**Exercise:** Each record must appear in your answer exactly as it does below.

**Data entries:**
Segment Open
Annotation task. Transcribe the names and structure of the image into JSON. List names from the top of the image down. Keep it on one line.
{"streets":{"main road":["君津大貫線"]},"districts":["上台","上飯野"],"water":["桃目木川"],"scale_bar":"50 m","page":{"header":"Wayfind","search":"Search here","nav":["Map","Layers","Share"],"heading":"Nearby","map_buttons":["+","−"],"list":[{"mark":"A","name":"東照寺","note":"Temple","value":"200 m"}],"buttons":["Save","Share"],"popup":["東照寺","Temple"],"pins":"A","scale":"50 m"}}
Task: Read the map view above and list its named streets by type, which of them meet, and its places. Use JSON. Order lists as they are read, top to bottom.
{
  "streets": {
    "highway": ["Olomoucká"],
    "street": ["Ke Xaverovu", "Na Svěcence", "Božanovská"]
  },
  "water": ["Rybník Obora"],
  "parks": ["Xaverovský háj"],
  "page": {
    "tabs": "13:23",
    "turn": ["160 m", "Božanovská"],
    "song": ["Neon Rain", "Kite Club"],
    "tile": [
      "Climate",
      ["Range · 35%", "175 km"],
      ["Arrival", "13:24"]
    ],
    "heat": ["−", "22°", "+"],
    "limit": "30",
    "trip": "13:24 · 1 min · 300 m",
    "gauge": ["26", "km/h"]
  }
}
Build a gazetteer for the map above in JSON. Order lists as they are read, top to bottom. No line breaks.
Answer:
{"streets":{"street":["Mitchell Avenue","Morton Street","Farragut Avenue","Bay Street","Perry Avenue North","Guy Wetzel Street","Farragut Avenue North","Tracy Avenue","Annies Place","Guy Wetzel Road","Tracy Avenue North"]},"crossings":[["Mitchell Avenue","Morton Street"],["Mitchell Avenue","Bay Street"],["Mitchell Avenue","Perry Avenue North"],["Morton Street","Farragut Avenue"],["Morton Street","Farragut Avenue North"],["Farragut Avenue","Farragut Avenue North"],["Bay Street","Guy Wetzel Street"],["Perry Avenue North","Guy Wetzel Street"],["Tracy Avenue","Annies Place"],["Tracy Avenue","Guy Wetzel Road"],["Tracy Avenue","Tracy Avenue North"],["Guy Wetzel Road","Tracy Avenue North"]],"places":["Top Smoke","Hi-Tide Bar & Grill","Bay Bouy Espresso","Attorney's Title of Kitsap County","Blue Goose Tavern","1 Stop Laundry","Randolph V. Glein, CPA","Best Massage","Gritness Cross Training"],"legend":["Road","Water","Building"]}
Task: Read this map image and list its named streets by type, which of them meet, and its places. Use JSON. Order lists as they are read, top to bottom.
Segment Closed
**Solution below:**
Annotation task. Transcribe the names and structure of the image into JSON. List names from the top of the image down. Keep it on one line.
{"streets":{"main road":["君津大貫線"]},"districts":["上台","上飯野"],"water":["桃目木川"],"scale_bar":"50 m","page":{"header":"Wayfind","search":"Search here","nav":["Map","Layers","Share"],"heading":"Nearby","map_buttons":["+","−"],"list":[{"mark":"A","name":"東照寺","note":"Temple","value":"200 m"}],"buttons":["Save","Share"],"popup":["東照寺","Temple"],"pins":"A","scale":"50 m"}}
Task: Read the map view above and list its named streets by type, which of them meet, and its places. Use JSON. Order lists as they are read, top to bottom.
{
  "streets": {
    "highway": ["Olomoucká"],
    "street": ["Ke Xaverovu", "Na Svěcence", "Božanovská"]
  },
  "water": ["Rybník Obora"],
  "parks": ["Xaverovský háj"],
  "page": {
    "tabs": "13:23",
    "turn": ["160 m", "Božanovská"],
    "song": ["Neon Rain", "Kite Club"],
    "tile": [
      "Climate",
      ["Range · 35%", "175 km"],
      ["Arrival", "13:24"]
    ],
    "heat": ["−", "22°", "+"],
    "limit": "30",
    "trip": "13:24 · 1 min · 300 m",
    "gauge": ["26", "km/h"]
  }
}
Build a gazetteer for the map above in JSON. Order lists as they are read, top to bottom. No line breaks.
Answer:
{"streets":{"street":["Mitchell Avenue","Morton Street","Farragut Avenue","Bay Street","Perry Avenue North","Guy Wetzel Street","Farragut Avenue North","Tracy Avenue","Annies Place","Guy Wetzel Road","Tracy Avenue North"]},"crossings":[["Mitchell Avenue","Morton Street"],["Mitchell Avenue","Bay Street"],["Mitchell Avenue","Perry Avenue North"],["Morton Street","Farragut Avenue"],["Morton Street","Farragut Avenue North"],["Farragut Avenue","Farragut Avenue North"],["Bay Street","Guy Wetzel Street"],["Perry Avenue North","Guy Wetzel Street"],["Tracy Avenue","Annies Place"],["Tracy Avenue","Guy Wetzel Road"],["Tracy Avenue","Tracy Avenue North"],["Guy Wetzel Road","Tracy Avenue North"]],"places":["Top Smoke","Hi-Tide Bar & Grill","Bay Bouy Espresso","Attorney's Title of Kitsap County","Blue Goose Tavern","1 Stop Laundry","Randolph V. Glein, CPA","Best Massage","Gritness Cross Training"],"legend":["Road","Water","Building"]}
Task: Read this map image and list its named streets by type, which of them meet, and its places. Use JSON. Order lists as they are read, top to bottom.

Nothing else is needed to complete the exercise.